Monitoring underlying hardware failures for EC2 instances by logging them with Amazon OpenSearch Service
With Amazon Elastic Compute Cloud (Amazon EC2) you can spin up a virtual server or instance of various sizes that run on system composed of server, storage, and network hardware. AWS uses status checks to monitor the system on which an EC2 instance runs and detects underlying problems with your instance. These checks are performed every minute, returning a pass or fail status. In the event of a failure, AWS fixes your instance by bringing it up on other hardware while rebooting it.
Although you can wait for AWS to detect and take corrective action on your instance, you can choose to monitor these events proactively and perform reboot and post-boot actions to bring your application back.

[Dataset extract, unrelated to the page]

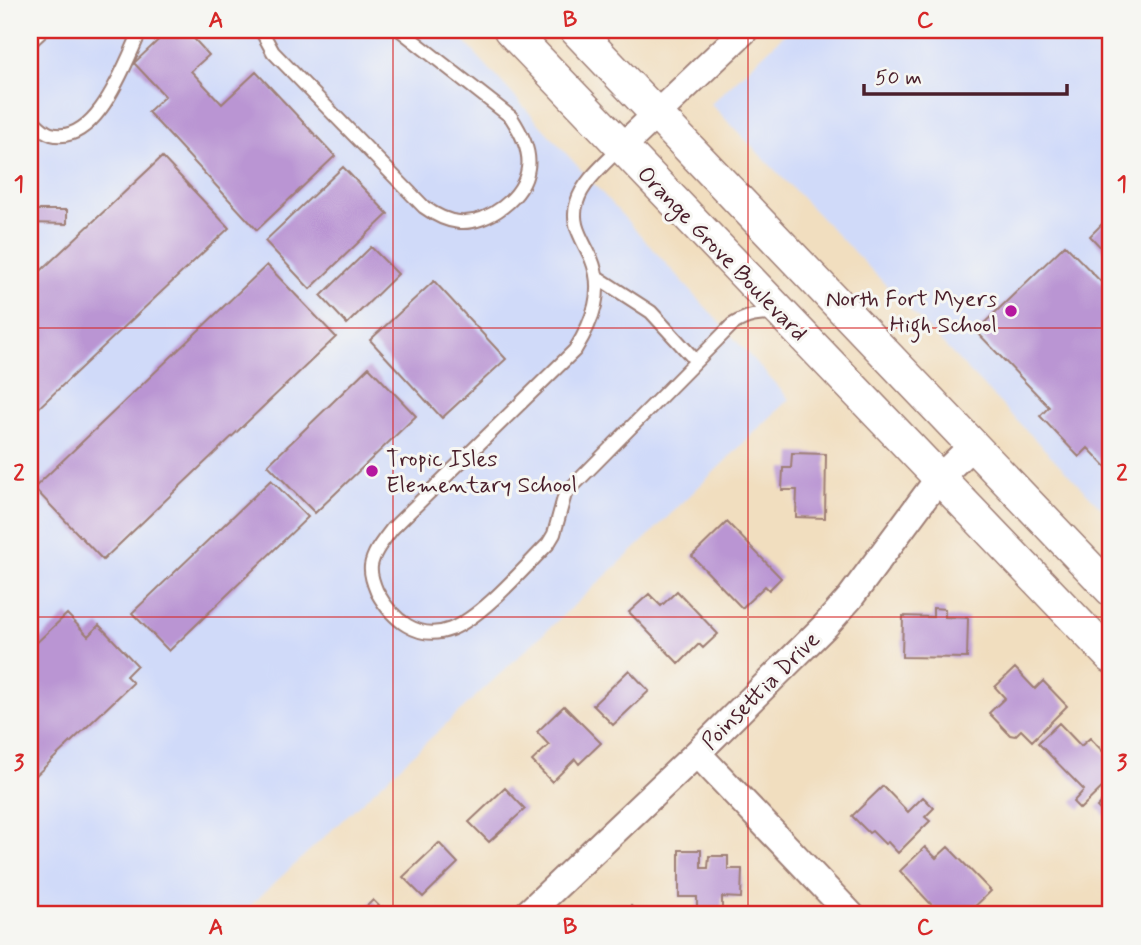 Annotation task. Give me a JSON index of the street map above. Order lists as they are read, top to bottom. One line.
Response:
{"streets":{"street":["Orange Grove Boulevard","Poinsettia Drive"]},"crossings":[["Orange Grove Boulevard","Poinsettia Drive"]],"places":["North Fort Myers High School","Tropic Isles Elementary School"],"scale_bar":"50 m","grid":{"columns":["A","B","C"],"rows":["1","2","3"]}}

In this post, share a solution that helps you receive email notifications and log these events in your centralized logging solution for troubleshooting, auditing, or tracking purpose. The solution provides you with a framework that you can extend to perform action by adding code appropriate to your environment.
The goal of the solution is to catch events of hardware or software failures or system check failures on your EC2 instances and send notifications, trigger functions to perform any action, and log events in centralized logging solutions. Depending on the service level agreement (SLA) for your application, you might want to consider the use of an Auto Scaling group and an AWS Elastic Load Balancing load balancer.
Figure 1: Solution architecture
Amazon CloudWatch is a monitoring and observability service built for DevOps engineers, and developers. CloudWatch collects monitoring and operational data in the form of logs, metrics, and events. In this solution, we have used CloudWatch to raise an alarm based on the condition of “Status Check Failed” more than once in last 1 min.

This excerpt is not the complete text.